4.3 Cluster-based tweet emotion identification

In this part of the experiment, the tweets corresponding to the three hashtag-based clusters from Sect. 4.1, are extracted. These tweets are then processed and cleaned using a set of standard steps, namely normalization, lowercasing, cleaning, splitting, lemmatization, stop-word removal (Kowsari et al. 2019). The cleaned tweets are now processed using the text2emotion library (text2emotion Team 2020) which attempts to determine the emotions present in a text. This module assigns scores to the words in the text, based on the type and intensity of emotions expressed by those words. The different types of emotions detected are happy, angry, surprise, sad and fear. For all the tweets belonging to each cluster, these emotion scores have been determined. In this way, the emotion scores for all tweets pertaining to each cluster have been extracted.

Fig. 5
figure 5

Statistical Distribution of Emotions in tweets for the three Clusters

Fig. 6
figure 6

Heatmaps of weekly cluster-wise emotions

Finally, these scores have been converted to weighted emotion scores in order to accommodate the inequality in the number of tweets pertaining to each cluster. The overall statistical distribution of different emotions in the tweets made by each cluster, are depicted in Figs. 5a, b, and c. On the other hand, Fig. 6a, b, c, d and e illustrate the cluster-wise weekly intensity of the respective emotions as detected in the tweets.

Observations:

  • The happy emotion is detected most minimally in tweets for all the three clusters - happiness for Cluster 3 is fractionally more than that of Cluster 2, and Cluster 1 projects the most happiness in their tweets.

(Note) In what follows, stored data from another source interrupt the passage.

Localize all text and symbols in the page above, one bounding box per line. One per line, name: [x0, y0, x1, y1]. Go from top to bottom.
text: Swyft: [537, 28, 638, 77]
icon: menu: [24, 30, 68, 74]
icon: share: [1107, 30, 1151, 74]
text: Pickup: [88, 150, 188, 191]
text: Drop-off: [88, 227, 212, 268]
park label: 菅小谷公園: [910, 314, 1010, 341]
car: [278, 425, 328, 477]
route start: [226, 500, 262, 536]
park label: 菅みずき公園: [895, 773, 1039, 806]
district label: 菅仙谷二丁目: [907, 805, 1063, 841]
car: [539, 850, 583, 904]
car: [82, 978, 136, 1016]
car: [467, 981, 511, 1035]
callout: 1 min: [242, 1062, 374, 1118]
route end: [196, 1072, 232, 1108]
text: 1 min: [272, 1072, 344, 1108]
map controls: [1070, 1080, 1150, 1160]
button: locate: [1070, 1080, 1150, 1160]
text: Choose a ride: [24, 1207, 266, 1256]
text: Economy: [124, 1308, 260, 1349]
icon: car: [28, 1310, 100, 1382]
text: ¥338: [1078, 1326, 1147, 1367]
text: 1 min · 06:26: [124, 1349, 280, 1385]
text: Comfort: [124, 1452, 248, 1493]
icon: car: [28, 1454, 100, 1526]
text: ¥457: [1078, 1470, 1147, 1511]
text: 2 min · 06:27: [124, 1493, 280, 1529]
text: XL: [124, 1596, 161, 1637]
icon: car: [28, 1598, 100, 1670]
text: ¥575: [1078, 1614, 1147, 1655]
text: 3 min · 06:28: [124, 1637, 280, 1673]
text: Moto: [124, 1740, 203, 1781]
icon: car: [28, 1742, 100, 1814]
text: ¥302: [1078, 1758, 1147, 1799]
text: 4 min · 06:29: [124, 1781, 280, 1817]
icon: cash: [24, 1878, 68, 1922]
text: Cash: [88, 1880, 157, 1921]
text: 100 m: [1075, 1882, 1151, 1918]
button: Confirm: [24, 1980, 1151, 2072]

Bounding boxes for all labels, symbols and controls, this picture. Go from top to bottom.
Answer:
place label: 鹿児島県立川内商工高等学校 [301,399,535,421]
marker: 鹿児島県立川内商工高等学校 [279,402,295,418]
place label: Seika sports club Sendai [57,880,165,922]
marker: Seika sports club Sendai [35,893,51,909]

  • Fear is found to be the dominant emotion in all the clusters, however, the amount of fear projected by Cluster 3 is minimum, and that of the Cluster 2 is the maximum (during the 3rd and 4th weeks of study).

  • Similar to the previous case, the emotion of anger is also maximum in case of the Cluster 2 and minimum in the tweets by Cluster 3.

  • The emotion of surprise is consistently highest in case of the Cluster 3 (with a spike in week 3), followed by Cluster 2 and Cluster 1.

  • The amount of sadness projected by the tweets of Cluster 1 is highest, followed by Cluster 3 and Cluster 2 respectively.

  • The 4th week witnesses a simultaneous peak in happiness for Cluster 1, and in anger for Cluster 2. This may be indicative of the mentality of these cluster leaders and supporters before the commencement of phase-1 of the elections.

  • A persistent spike in fear is detected for Cluster 2 during weeks 3 and 4, while, the fear peaks in week 3 and subsides in week 4 in the case of Cluster 1.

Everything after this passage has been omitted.